During the European Championships, Stade du Pays de Charleroi hosted three group matches. After the tournament the third tier on Tribune III got removed again, reducing capacity to 25,000 seats.
Over a decade later, in 2012, it turned out that the city of Charleroi, owner of the stadium, had failed to apply for planning permission for the expansion, and they were told to tear down the upper tiers of the stadium, which resulted in a reduction of capacity to 15,000 seats.
In recent years, Charleroi have been looking to build a new stadium in the suburb of Marchienne-au-Pont. Plans are still in the planning phase but preliminary plans suggest a capacity of about 20,000 with the aim of having the stadium completed in 2024.
(photos of the present Stade du Pays de Charleroi below)
How to get to Stade du Pays de Charleroi
Stade du Pays de Charleroi is located on the northern edge of Chareleroi’s city centre. The walk from the city’s central Place Charles II takes only 10 minutes. The walk from Charleroi’s main railway station, Gare de Charleroi-Sud, just over 20 minutes.

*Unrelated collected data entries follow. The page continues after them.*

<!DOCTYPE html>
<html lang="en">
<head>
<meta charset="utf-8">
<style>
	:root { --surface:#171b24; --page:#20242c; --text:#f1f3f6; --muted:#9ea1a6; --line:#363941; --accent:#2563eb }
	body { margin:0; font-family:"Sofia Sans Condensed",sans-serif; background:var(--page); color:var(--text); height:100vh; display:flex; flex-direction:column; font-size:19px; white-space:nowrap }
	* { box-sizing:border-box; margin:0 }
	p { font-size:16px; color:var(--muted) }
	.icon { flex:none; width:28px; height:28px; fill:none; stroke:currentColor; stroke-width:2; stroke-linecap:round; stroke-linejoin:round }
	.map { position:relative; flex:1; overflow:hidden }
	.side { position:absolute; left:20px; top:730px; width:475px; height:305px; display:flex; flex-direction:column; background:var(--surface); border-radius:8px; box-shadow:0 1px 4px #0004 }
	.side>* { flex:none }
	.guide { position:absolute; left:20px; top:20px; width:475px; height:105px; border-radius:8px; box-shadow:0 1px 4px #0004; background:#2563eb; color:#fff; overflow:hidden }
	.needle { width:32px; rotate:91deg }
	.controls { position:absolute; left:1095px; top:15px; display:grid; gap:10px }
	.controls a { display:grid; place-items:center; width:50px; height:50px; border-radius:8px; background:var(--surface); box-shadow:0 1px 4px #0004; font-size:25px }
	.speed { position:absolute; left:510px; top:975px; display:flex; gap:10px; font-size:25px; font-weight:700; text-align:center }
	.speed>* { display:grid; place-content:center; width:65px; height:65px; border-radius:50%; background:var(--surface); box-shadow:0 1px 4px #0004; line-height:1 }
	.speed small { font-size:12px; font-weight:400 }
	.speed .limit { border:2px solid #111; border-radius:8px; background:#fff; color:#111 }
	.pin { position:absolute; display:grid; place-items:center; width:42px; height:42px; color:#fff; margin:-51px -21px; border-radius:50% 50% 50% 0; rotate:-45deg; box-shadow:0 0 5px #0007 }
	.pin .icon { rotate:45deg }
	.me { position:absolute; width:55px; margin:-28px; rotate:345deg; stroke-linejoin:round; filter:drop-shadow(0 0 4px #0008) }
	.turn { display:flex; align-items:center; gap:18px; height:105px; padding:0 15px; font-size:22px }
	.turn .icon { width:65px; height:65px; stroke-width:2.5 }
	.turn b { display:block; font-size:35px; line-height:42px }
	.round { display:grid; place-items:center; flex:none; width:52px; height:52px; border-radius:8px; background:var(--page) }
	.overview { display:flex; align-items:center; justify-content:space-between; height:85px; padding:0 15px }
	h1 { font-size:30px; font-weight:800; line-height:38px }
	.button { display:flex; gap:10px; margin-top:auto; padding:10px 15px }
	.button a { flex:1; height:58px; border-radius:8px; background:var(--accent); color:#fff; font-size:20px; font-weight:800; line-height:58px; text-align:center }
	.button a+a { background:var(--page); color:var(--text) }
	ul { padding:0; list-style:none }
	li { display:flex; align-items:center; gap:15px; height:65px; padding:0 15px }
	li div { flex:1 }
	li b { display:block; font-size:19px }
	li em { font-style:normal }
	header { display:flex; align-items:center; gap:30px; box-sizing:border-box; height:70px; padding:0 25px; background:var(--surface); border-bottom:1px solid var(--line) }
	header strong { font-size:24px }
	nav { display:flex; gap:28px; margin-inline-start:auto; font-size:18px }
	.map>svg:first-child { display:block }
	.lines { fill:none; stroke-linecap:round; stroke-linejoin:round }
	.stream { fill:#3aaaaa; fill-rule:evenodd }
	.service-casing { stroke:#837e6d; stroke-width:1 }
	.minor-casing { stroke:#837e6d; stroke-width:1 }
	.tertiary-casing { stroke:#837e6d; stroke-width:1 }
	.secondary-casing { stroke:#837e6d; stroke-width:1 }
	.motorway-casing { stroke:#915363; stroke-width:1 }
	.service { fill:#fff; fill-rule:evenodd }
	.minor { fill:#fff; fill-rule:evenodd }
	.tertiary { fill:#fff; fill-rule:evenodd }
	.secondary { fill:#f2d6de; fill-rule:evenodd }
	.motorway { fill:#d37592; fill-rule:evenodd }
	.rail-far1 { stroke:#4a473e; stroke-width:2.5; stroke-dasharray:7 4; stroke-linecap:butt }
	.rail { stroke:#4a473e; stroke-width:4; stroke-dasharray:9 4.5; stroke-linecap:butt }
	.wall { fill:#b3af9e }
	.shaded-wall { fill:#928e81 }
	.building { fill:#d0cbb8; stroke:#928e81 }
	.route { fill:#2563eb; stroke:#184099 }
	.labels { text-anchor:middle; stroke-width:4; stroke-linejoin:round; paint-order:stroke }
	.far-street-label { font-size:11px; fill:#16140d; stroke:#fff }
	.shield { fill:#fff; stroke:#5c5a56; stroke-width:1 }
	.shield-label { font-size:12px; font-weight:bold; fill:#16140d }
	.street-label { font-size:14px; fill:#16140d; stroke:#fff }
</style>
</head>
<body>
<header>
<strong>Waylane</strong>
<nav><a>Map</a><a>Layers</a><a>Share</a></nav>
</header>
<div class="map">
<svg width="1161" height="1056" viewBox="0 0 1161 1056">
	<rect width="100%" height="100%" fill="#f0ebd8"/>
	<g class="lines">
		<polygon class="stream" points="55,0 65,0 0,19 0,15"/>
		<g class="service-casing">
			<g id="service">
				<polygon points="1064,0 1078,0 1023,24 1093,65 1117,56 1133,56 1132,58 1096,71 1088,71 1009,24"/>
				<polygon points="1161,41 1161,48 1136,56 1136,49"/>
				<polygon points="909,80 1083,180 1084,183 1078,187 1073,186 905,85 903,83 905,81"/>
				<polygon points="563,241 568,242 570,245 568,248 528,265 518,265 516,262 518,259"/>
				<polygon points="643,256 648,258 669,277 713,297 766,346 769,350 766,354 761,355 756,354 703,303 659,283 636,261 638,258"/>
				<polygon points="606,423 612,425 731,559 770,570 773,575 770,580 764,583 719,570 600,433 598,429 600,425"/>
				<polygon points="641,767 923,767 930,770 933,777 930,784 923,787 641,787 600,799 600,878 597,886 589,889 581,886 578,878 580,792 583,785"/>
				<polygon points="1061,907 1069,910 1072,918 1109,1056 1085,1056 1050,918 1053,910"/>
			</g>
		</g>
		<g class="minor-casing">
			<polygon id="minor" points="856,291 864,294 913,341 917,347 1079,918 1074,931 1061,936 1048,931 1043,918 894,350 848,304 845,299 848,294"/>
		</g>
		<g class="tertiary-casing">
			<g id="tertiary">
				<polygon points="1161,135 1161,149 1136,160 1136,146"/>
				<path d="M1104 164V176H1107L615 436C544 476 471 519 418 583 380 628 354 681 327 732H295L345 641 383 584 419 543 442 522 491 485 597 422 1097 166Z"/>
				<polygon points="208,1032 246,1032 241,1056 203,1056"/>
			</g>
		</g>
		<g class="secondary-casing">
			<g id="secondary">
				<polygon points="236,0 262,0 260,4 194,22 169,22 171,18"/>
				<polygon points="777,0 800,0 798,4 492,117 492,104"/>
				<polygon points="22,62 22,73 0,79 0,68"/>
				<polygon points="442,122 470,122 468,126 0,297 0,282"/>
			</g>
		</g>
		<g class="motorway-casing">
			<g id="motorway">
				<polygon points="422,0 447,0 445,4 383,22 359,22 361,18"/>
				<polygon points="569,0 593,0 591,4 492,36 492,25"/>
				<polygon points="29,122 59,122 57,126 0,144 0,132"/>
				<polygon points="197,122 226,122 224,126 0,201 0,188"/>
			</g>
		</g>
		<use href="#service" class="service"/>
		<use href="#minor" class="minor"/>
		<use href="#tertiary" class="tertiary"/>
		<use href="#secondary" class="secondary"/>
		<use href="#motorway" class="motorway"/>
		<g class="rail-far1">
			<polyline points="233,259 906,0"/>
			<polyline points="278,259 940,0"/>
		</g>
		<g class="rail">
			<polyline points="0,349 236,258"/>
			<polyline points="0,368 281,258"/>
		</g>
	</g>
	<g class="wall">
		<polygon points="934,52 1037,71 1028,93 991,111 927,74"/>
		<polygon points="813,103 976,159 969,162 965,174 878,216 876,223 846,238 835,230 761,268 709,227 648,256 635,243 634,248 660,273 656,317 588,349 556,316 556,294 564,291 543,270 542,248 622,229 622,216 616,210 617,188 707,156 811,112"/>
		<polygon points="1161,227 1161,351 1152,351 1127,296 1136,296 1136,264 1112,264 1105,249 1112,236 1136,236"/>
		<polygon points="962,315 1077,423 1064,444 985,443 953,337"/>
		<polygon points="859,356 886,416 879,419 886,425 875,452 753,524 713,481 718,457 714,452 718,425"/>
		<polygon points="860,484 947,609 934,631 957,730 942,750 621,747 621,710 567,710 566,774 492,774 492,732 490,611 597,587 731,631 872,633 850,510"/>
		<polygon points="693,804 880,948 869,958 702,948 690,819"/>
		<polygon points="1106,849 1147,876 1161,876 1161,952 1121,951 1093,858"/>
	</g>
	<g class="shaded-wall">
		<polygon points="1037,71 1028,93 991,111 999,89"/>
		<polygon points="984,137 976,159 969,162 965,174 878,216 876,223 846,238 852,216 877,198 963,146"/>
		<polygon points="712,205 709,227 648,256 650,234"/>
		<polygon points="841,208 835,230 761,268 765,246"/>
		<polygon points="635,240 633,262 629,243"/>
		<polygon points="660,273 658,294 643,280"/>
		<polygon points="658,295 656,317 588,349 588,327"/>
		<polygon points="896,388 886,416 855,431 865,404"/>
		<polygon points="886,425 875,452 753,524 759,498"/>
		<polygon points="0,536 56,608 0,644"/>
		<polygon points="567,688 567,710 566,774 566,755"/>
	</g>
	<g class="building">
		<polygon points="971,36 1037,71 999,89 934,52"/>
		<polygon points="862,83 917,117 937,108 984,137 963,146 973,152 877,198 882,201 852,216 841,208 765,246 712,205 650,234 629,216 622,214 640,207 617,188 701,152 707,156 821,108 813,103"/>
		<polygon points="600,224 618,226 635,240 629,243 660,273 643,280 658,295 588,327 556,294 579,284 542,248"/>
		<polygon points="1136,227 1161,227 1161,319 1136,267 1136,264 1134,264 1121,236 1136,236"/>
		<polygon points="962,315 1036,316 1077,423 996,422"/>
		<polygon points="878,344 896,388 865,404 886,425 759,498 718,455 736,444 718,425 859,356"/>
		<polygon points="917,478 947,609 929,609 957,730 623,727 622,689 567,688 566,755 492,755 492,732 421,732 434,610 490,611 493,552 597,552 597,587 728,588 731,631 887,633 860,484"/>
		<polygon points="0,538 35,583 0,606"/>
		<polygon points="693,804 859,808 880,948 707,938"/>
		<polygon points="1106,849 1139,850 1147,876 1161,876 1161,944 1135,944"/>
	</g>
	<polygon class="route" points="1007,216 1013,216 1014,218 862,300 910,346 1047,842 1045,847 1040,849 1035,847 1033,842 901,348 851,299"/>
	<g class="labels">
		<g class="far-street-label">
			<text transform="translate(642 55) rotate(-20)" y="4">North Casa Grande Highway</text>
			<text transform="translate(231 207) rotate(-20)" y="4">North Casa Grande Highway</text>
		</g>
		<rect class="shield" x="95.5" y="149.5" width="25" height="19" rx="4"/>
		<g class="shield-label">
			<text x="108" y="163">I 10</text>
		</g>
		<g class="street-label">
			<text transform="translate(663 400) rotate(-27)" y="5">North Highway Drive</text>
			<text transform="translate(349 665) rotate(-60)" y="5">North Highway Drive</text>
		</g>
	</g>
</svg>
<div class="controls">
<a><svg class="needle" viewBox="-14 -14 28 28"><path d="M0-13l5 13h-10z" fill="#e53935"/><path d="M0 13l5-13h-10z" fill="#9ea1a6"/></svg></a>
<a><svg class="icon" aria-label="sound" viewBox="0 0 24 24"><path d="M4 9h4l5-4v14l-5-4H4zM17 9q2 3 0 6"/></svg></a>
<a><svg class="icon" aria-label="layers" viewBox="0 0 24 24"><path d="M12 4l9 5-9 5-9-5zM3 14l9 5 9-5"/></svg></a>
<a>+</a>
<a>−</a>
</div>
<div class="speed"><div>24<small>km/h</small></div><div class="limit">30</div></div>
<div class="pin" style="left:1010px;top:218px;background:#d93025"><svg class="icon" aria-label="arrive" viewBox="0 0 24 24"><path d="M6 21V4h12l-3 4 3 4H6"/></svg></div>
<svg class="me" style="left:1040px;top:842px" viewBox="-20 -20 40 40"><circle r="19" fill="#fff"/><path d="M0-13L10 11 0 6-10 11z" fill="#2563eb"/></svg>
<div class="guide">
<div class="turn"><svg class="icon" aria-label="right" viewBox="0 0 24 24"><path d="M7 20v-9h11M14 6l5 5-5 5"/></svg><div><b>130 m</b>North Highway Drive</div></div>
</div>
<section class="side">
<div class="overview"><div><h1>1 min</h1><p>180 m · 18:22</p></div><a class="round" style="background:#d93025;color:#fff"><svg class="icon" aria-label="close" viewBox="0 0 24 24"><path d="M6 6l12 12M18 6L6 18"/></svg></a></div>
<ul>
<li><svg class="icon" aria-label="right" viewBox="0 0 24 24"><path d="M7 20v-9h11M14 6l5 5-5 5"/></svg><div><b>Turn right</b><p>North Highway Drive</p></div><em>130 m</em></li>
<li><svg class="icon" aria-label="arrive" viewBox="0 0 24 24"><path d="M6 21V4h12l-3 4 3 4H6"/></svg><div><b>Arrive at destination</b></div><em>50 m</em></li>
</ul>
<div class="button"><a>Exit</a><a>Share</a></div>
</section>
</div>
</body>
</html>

Regular direct trains connect Charleroi with major Belgian cities such as Brussels and Liège. In both cases the journey takes about 60 to 90 minutes.
Address: Boulevard Zoé Drion 19, 6000 Charleroi
Tickets for Charleroi matches can be bought online through Tickethour, at the club shop at Stade du Pays de Charleroi, or at the ticket windows of the stadium on the day of the match. Identification may be required.
Tickets cost either €18.00 or €20.00, both for the long sides. Tickets for the stands behind the goals do not go on general sale. Tickets are €3.00 more expensive if bought at the ticket windows on the day.